A neutral expert was appointed to handle any dispute situations as the second resolution mechanism if the commissioners couldn’t resolve the conflicts and settle for an agreement. If the case goes beyond the neutral expert's ability to determine and negotiate, then the resolution mechanism of appointing the Court of Arbitration should have opted. The World Bank straightforwardly explained the three resolution mechanisms as: ‘questions’ are handled by the Commission; ‘differences’ are to be resolved by a Neutral Expert; and ‘disputes’ are to be referred to a seven-member arbitral tribunal called the ‘Court of Arbitration.’
Followed by this, the two giant Indian projects - Kishanganga (Neelum) and Ratle hydropower were the primary reasons for the objection of Pakistan. In 2016, Pakistan directly proposed a unilateral decision to adjudicate this situation through the Court of Arbitration despite the request put forth by India to appoint a neutral expert in 2015.
In response to this situation, in 2016, the World Bank decided to process a parallel remedy by allowing a neutral expert along with the Court of Arbitration, which further complicated the situation. Notably, it was an unfavorable decision for India because, foremostly, their project construction would be vulnerable to injunctions as the Court of arbitration had the powers to do so. Injuncting the projects would pause the project in which India had invested handsomely.

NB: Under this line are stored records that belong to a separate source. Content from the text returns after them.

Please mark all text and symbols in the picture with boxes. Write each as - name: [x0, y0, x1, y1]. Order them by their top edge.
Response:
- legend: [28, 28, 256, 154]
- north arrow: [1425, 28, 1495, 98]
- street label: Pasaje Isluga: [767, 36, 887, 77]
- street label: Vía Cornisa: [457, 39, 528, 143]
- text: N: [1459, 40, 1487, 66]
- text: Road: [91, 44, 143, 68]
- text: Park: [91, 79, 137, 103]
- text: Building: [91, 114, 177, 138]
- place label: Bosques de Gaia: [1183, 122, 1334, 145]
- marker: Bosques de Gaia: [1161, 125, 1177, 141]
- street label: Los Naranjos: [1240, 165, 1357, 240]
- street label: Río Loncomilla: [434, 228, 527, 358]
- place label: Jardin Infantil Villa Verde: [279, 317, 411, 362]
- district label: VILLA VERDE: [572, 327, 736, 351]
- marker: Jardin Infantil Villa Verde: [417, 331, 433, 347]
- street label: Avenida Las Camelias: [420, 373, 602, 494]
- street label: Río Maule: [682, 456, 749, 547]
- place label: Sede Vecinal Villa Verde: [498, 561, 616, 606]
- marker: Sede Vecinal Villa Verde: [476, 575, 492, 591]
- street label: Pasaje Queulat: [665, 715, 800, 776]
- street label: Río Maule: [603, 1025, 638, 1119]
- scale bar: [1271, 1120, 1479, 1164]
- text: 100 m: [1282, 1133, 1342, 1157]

Secondly, Pakistan opting for the court's decision as a resolution mechanism unilaterally violated Article IX, which is translucently stated in the treaty that follows a “graded mechanism of dispute settlement.” Abrogating the treaty was an extreme thought altogether.
Furthermore, in 2016, the World Bank realized the negative impact of this simultaneous solution and changed its decision. It put forward a mutually agreeable solution between India and Pakistan to discuss and resolve and withdraw the former parallel process.

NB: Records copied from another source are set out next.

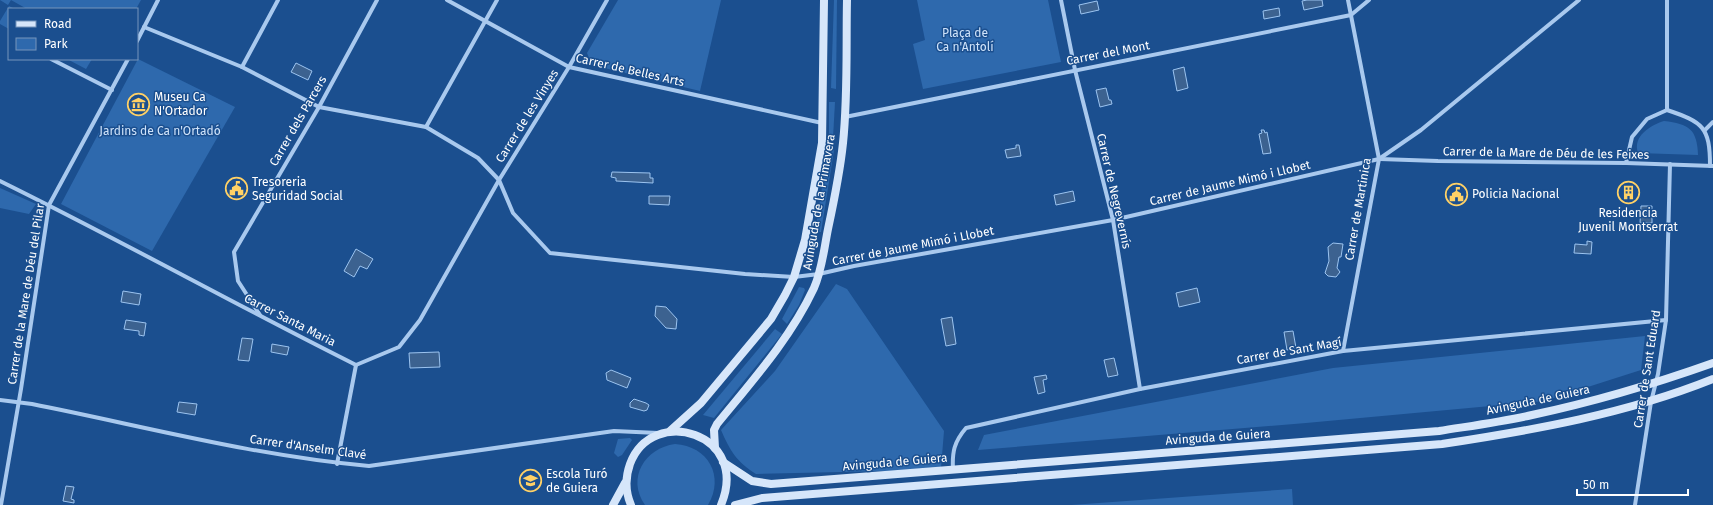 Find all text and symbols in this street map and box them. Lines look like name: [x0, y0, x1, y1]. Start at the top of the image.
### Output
legend: [8, 8, 138, 60]
text: Road: [44, 17, 72, 31]
park label: Plaça de Ca n'Antolí: [936, 26, 994, 54]
text: Park: [44, 37, 68, 51]
street label: Carrer del Mont: [1065, 38, 1151, 68]
street label: Carrer de Belles Arts: [574, 51, 686, 89]
street label: Carrer de les Vinyes: [493, 67, 562, 165]
street label: Carrer dels Parcers: [267, 73, 330, 168]
place label: Museu Ca N'Ortador: [154, 90, 208, 118]
museum icon: Museu Ca N'Ortador: [125, 91, 151, 117]
park label: Jardins de Ca n'Ortadó: [99, 124, 221, 138]
street label: Carrer de Negrevernís: [1094, 132, 1134, 250]
street label: Avinguda de la Primavera: [800, 133, 838, 271]
street label: Carrer de la Mare de Déu de les Feixes: [1443, 144, 1650, 162]
street label: Carrer de Martinica: [1342, 157, 1374, 261]
street label: Carrer de Jaume Mimó i Llobet: [1148, 158, 1312, 208]
place label: Tresoreria Seguridad Social: [252, 175, 343, 203]
public building icon: Tresoreria Seguridad Social: [224, 176, 250, 202]
building icon: Residencia Juvenil Montserrat: [1615, 179, 1641, 205]
public building icon: Policia Nacional: [1444, 181, 1470, 207]
place label: Policia Nacional: [1472, 187, 1560, 201]
street label: Carrer de la Mare de Déu del Pilar: [5, 202, 47, 385]
place label: Residencia Juvenil Montserrat: [1578, 206, 1679, 234]
street label: Carrer de Jaume Mimó i Llobet: [831, 223, 996, 269]
street label: Carrer Santa Maria: [242, 291, 338, 349]
street label: Carrer de Sant Eduard: [1631, 309, 1663, 429]
street label: Carrer de Sant Magí: [1235, 335, 1343, 367]
street label: Avinguda de Guiera: [1485, 382, 1591, 418]
street label: Avinguda de Guiera: [1165, 426, 1271, 448]
street label: Carrer d'Anselm Clavé: [249, 432, 367, 462]
street label: Avinguda de Guiera: [842, 450, 948, 474]
place label: Escola Turó de Guiera: [546, 467, 608, 495]
school or university icon: Escola Turó de Guiera: [518, 468, 544, 494]
scale bar: [1577, 471, 1688, 497]
text: 50 m: [1583, 478, 1609, 492]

Hereafter, between all the annual meetings held from 2017 to 2022, the conflicts between both countries persisted, and Pakistan disagreed to discuss the issues mutually. The disputes continued over the Kishanganga and Ratle Project, which India constructed on the Eastern Rivers rightfully. Pakistan claimed India for the diversion of the streams despite receiving the net water amount they were sanctioned.
These decisions and steps altogether did not bring peace; recently, on March 31, 2022, World Bank took the same conclusion of employing simultaneous resolution mechanisms by appointing a neutral expert along with the arbitration arrangement. This triggered India to amend and modify the treaty on January 25 for the first time after it was signed in 1960 when it sent a notice to Pakistan for a diplomatic solution.
It concerns Article XII of the treaty that states, “The provisions of this Treaty may from time to time be modified by a duly ratified treaty concluded for that purpose between the two Governments.” India has convened Pakistan to appoint two commissioners and has asked to strictly follow the resolution mechanisms' hierarchical approach instead of a direct abrogation.